#### [Task instructions]
If a line below includes the string "strokeStyle", copy it.

#### [Records for this task]
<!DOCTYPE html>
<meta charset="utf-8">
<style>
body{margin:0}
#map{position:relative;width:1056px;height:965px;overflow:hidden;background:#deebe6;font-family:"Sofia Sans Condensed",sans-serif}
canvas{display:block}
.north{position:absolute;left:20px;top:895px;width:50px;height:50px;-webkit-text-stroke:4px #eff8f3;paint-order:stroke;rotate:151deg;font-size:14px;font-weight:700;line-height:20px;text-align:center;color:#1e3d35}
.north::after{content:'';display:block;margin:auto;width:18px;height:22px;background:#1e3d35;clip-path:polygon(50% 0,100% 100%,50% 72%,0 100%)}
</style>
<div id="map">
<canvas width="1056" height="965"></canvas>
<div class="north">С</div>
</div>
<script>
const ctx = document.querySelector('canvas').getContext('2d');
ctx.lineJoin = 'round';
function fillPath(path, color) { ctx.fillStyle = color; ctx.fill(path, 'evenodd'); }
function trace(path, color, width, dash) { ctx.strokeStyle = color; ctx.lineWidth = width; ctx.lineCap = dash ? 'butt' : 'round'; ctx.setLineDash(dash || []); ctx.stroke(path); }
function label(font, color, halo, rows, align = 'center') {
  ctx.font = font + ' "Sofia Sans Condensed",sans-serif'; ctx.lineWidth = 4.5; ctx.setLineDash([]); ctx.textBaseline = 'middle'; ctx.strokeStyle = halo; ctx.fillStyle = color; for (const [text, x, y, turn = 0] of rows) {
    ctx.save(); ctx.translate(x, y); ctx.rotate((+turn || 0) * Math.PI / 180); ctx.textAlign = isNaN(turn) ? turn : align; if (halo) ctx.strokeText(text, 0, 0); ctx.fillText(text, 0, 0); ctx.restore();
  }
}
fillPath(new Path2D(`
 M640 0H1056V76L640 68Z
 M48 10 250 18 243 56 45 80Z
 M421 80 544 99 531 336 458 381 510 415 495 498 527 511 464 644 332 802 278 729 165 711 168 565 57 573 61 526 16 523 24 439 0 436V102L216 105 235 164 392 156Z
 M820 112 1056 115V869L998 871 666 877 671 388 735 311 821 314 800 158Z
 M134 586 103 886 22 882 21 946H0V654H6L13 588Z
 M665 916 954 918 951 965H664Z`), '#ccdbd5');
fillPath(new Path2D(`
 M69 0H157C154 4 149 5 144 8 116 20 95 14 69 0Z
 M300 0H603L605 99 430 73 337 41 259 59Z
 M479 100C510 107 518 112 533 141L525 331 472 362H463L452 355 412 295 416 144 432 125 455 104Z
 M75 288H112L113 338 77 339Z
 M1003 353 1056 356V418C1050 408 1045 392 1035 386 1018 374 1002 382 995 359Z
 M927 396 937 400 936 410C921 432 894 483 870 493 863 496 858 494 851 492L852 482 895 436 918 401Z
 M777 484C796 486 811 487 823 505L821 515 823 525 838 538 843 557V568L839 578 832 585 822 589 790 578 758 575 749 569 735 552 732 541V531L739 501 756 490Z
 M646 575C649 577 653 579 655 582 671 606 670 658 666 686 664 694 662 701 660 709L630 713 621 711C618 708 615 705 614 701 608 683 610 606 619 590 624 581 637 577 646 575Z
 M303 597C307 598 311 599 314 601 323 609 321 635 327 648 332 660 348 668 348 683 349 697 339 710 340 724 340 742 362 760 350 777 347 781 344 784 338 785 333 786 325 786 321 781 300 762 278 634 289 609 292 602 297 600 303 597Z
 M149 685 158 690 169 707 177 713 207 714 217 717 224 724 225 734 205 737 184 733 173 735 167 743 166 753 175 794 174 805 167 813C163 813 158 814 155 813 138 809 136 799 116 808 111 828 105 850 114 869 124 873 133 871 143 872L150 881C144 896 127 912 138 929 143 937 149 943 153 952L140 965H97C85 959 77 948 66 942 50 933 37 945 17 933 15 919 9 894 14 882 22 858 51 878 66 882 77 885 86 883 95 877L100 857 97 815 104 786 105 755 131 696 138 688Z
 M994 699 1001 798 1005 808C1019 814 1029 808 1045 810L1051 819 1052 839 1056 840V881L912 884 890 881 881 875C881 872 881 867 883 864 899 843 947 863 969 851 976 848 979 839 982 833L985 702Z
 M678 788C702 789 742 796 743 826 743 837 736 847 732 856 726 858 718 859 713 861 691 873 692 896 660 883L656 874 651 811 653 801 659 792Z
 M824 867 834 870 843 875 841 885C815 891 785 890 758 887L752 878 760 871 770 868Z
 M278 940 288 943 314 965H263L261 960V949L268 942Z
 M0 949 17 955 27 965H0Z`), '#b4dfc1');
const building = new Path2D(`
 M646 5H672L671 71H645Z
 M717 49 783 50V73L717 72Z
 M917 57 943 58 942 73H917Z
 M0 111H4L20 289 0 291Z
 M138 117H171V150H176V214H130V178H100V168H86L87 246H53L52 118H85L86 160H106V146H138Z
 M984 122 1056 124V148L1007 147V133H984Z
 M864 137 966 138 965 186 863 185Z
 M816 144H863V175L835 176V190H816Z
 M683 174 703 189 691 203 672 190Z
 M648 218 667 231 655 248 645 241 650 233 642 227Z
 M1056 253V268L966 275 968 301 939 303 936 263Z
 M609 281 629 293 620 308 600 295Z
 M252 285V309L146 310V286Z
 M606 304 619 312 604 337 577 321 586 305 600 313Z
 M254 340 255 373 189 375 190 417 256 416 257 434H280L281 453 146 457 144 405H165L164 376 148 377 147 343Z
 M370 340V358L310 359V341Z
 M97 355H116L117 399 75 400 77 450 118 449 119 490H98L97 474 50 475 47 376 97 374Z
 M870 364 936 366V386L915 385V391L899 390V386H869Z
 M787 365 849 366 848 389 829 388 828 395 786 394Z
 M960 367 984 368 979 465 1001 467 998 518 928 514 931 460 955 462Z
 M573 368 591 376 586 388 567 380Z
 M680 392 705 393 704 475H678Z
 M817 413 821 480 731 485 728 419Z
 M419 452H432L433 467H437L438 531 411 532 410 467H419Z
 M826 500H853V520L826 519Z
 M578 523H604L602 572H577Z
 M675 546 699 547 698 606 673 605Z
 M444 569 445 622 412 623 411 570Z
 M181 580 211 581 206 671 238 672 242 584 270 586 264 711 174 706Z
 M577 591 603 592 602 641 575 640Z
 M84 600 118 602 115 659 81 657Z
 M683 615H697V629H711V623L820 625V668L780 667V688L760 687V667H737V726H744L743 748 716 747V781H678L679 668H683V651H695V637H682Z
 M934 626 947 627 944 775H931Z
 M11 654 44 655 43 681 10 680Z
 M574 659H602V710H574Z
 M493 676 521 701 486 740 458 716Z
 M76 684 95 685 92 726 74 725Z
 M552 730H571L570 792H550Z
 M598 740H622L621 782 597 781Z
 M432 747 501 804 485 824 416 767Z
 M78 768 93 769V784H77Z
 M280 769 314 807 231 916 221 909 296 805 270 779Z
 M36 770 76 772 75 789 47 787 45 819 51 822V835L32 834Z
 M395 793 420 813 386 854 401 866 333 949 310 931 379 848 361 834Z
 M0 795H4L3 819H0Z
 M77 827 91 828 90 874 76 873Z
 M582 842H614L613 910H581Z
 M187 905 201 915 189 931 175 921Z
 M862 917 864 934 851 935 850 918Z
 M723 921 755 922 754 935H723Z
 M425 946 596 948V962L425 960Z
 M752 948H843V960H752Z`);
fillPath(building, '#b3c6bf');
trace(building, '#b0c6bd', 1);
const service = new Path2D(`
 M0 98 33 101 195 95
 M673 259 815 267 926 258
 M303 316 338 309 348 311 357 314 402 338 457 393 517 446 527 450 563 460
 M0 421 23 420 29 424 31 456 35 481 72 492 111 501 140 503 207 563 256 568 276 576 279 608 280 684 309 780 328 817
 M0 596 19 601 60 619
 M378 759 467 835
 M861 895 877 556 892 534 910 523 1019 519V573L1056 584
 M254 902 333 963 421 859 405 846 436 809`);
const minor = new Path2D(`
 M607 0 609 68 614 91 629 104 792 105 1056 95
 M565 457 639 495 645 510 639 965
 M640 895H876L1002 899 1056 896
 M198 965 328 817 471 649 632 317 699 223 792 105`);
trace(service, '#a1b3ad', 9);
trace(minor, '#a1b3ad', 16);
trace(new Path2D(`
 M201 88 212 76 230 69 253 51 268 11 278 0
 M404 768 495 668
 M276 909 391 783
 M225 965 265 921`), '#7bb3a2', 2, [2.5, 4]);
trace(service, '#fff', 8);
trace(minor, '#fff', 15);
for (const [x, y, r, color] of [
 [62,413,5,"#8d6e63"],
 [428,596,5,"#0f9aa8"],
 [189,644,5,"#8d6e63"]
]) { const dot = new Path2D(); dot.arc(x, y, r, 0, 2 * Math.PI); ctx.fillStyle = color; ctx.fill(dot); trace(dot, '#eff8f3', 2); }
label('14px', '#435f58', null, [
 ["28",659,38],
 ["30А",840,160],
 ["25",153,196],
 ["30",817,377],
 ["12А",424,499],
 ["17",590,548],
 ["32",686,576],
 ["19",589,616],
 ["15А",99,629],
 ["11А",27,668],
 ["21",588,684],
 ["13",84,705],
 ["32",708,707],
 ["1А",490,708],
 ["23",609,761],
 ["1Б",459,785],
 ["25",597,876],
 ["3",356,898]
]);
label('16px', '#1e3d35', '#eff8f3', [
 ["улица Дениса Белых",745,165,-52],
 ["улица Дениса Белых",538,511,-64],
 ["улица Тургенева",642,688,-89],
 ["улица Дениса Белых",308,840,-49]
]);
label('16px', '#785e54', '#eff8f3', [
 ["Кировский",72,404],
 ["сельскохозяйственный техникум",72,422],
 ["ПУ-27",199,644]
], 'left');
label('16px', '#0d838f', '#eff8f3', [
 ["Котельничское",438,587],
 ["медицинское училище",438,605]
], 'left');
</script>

#### [Solution below]
function trace(path, color, width, dash) { ctx.strokeStyle = color; ctx.lineWidth = width; ctx.lineCap = dash ? 'butt' : 'round'; ctx.setLineDash(dash || []); ctx.stroke(path); }
  ctx.font = font + ' "Sofia Sans Condensed",sans-serif'; ctx.lineWidth = 4.5; ctx.setLineDash([]); ctx.textBaseline = 'middle'; ctx.strokeStyle = halo; ctx.fillStyle = color; for (const [text, x, y, turn = 0] of rows) {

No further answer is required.